Thursday, January 24, 2013

January 23, 2013 Great Gray Owls in the Ottawa district.

Hi Everyone
After birding Amherst Island yesterday we headed up to Ottawa for the Great Gray Owls. Arriving early afternoon we parked at P8 parking lot and walked backed along the Rockcliffe Parkway to Green's Creek and followed the well beaten path to the edge of the field /forest. Two Great Gray Owls were located roosting in deciduous trees  approximately 200 metres apart. We didn't observed the 3rd owl but it was likely nearby. This is still the most reliable location to observed Great Gray's this winter.
Good birding, Bruce

From downtown Ottawa, go east on the Queensway and take the left fork toward Orleans. Exit at the Montreal Road exit. Turn right at St Joseph Blvd. Continue along St Joseph Blvd. until you come to the lights where you turn left onto the Rockcliffe Parkway (at this intersection on St Joseph Blvd., the Rockcliffe Parkway is on the left and Bearbrook Road is to the right). Continue along the Rockcliffe Parkway. The first bridge you cross is the one going over the highway. Continue quite a ways along and the second bridge you see is the one that crosses over Green's Creek. The owls are located in the field on the left side of that bridge. It is public NCC park land so open to all. However, do not park alongside the road there or you may get ticketed. Instead, drive 1 kilometer past that spot and park at parking lot P8 on your left. Then walk back to the bridge. 

Great Gray Owl

Great Gray Owl 

Great Gray Owl 

Great Gray Owl

Wednesday, January 23, 2013

January 22, 2013 Amherst Island birding.

Hi Everyone
Spent the day birding Amherst Island in the cold and wind! Overall it was lots of fun, low numbers of raptors, and a few surprises. The Owl Woods had 2 Barred Owls and after much searching a Northern Saw-whet Owl. This is my first small owl in the woods this winter. It was interesting that this individual was very high up in a Jack Pine not the more usual 2-3 metres up. Overall raptor numbers were low but a nice variety with 7 Red-tailed, 3 Rough-legged, 1 Northern Harrier, 1 Sharp-shinned, 2 Bald Eagle, 1 Merlin, 2 Snowy Owl and 1 Northern Shrike. The biggest surprise was an Eastern Meadowlark on the KFN property at the east end. There was very little snow on the island except where snow drifts remained. Access to the Owl Woods was limited to the south entrance but there was one drift you had to drive over. The north entrance was still blocked by snow drifts. If you have any questions email me at
Good birding, Bruce
Directions: Amherst Island: Located 18 km. west of Kingston. Exit off Hwy. 401 at exit 593 (County Rd. 4, Camden East) and drive south to the very end (Millhaven). Turn right on Hwy. 33 and drive 100 metres until you see the sign for the Amherst Island ferry. The ferry (20 minute trip) leaves the mainland on the half hour and leaves the island on the hour. Cost is $9.00 Canadian round trip. There are no gas stations on the island. There are restrooms on the ferry, and at the island ferry dock. The East End K.F.N. property is at the easternmost part of the island on the east side of the Lower Forty Foot Road.

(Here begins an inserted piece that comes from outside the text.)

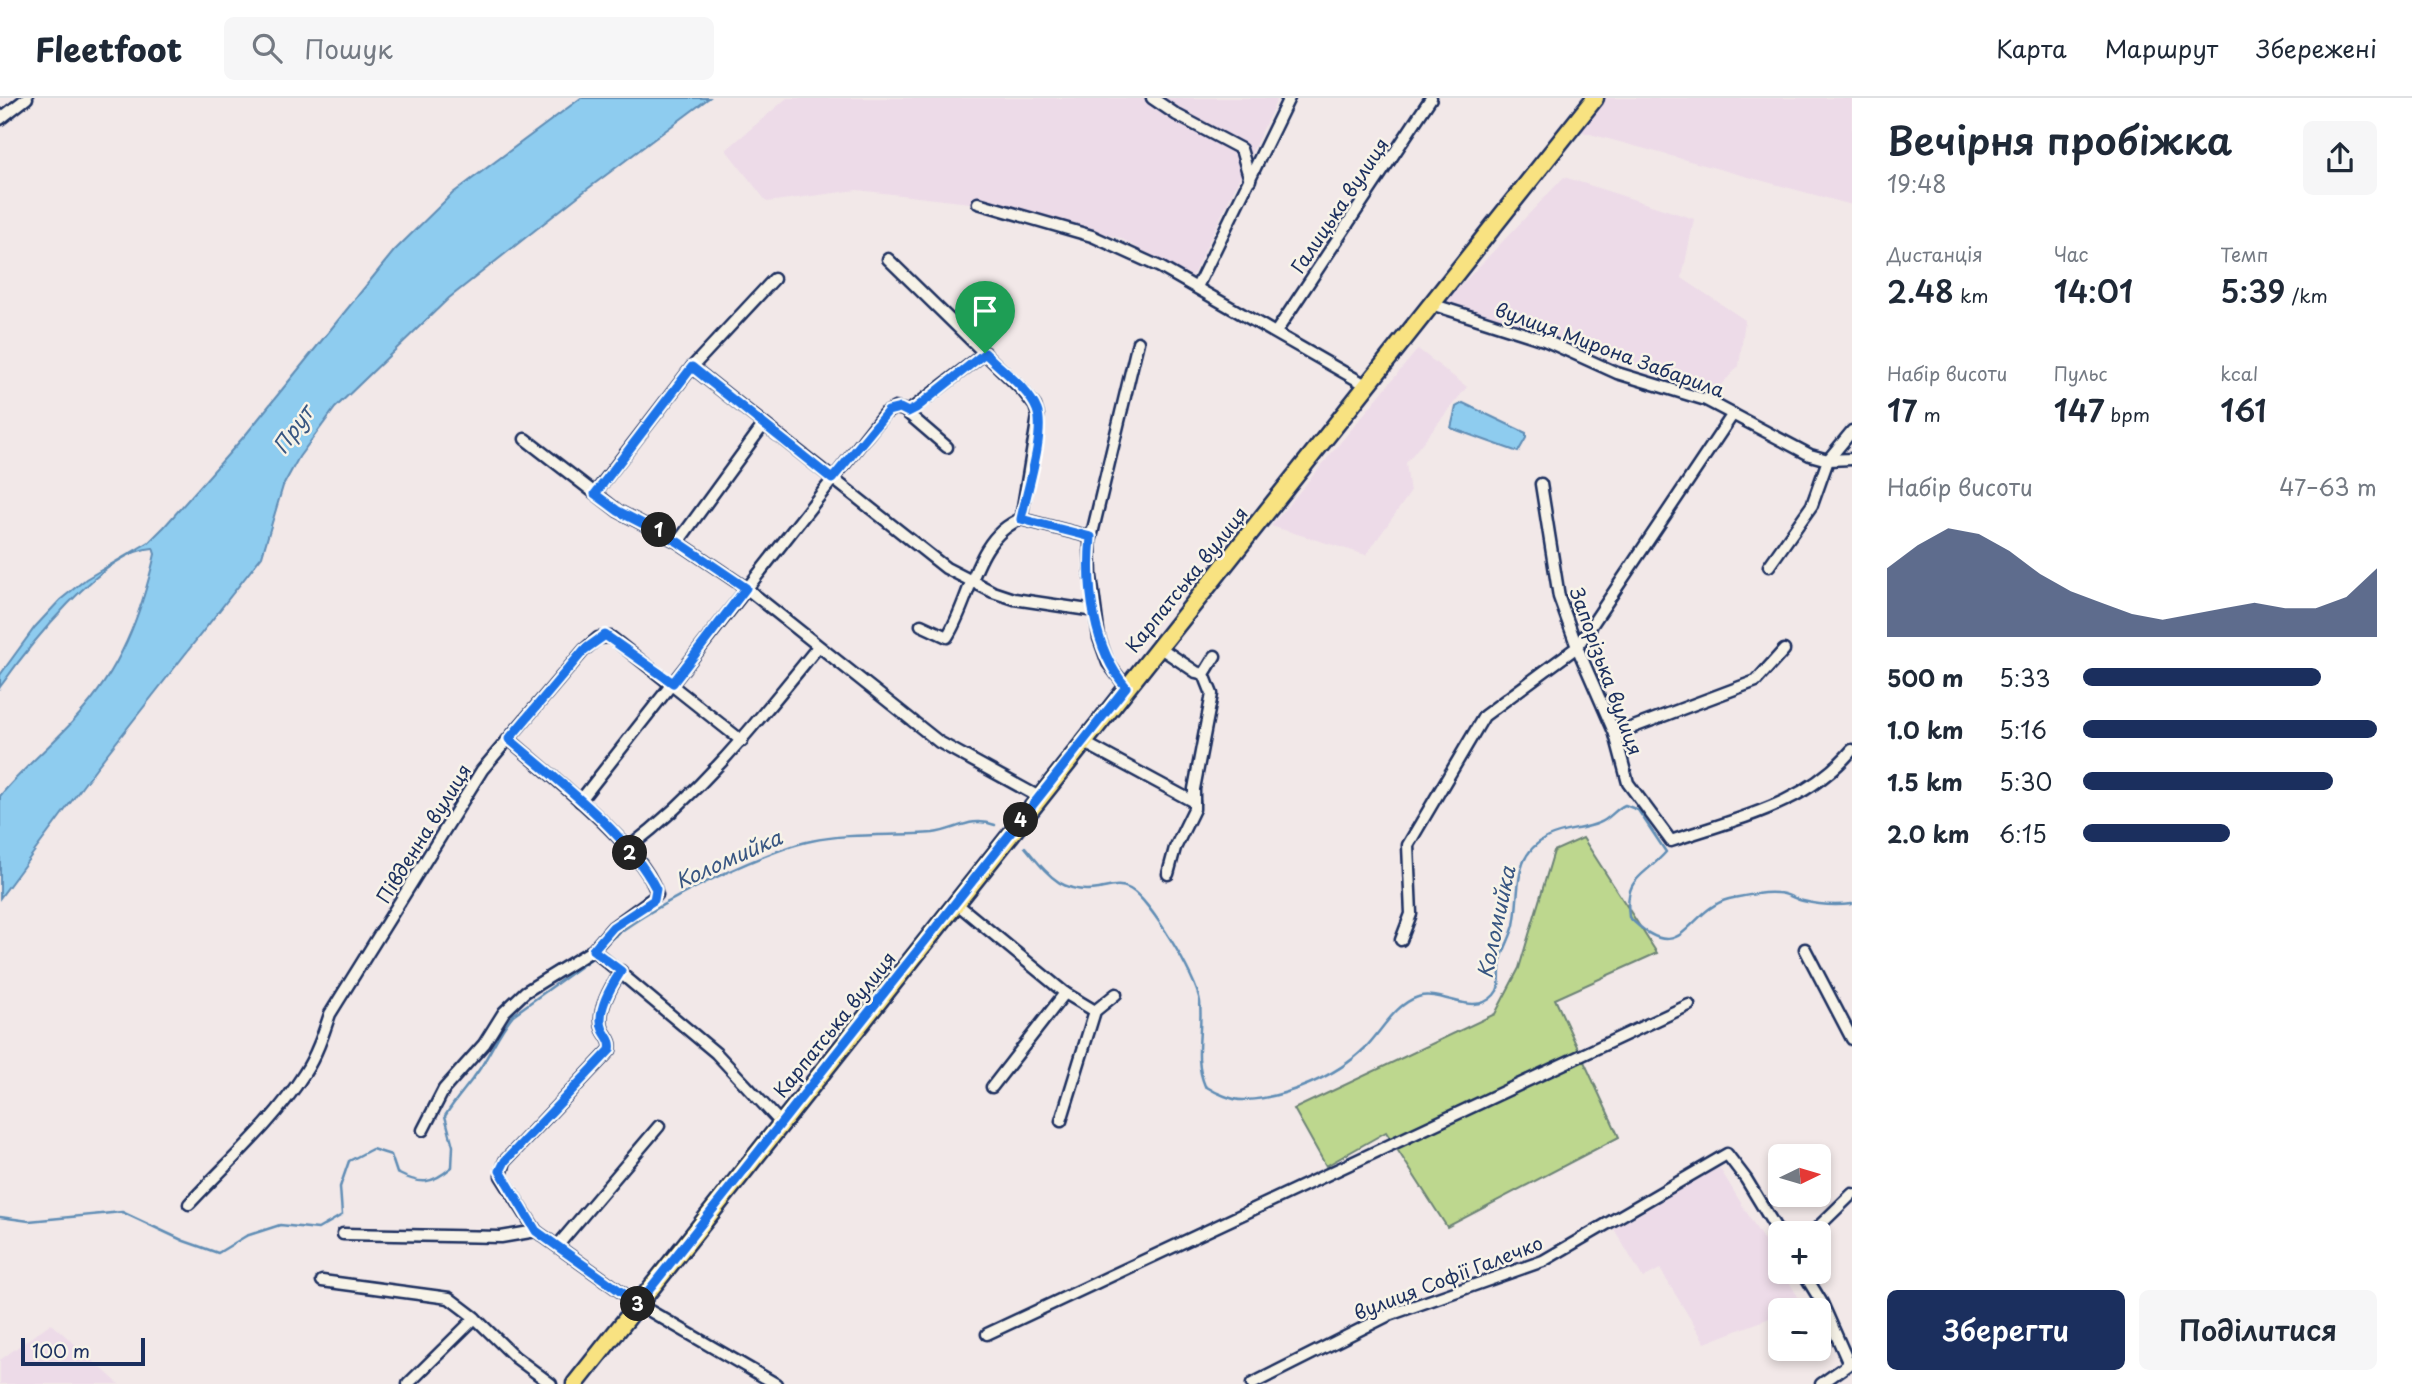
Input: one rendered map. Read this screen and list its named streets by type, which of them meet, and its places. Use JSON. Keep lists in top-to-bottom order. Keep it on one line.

Because of liability issues, visitors to the Kingston Field Naturalists' property at the east end of Amherst Island MUST be accompanied by a KFN member. For KFN contact information or how to become a member, please visit ."

Black-capped Chickadee

In recent years the Barred Owl has become a regular sight in the Owl Woods.

A small group of House Finch enjoy the early morning sunshine.

With very little  no snow cover on Amherst Island the Snowy Owl is easy to find.

After much searching we finally found a Northern Saw-whet Owl in the Jack Pine plantation. My first small owl in the Owl Woods this winter.

A cooperative Merlin was a surprise on the island.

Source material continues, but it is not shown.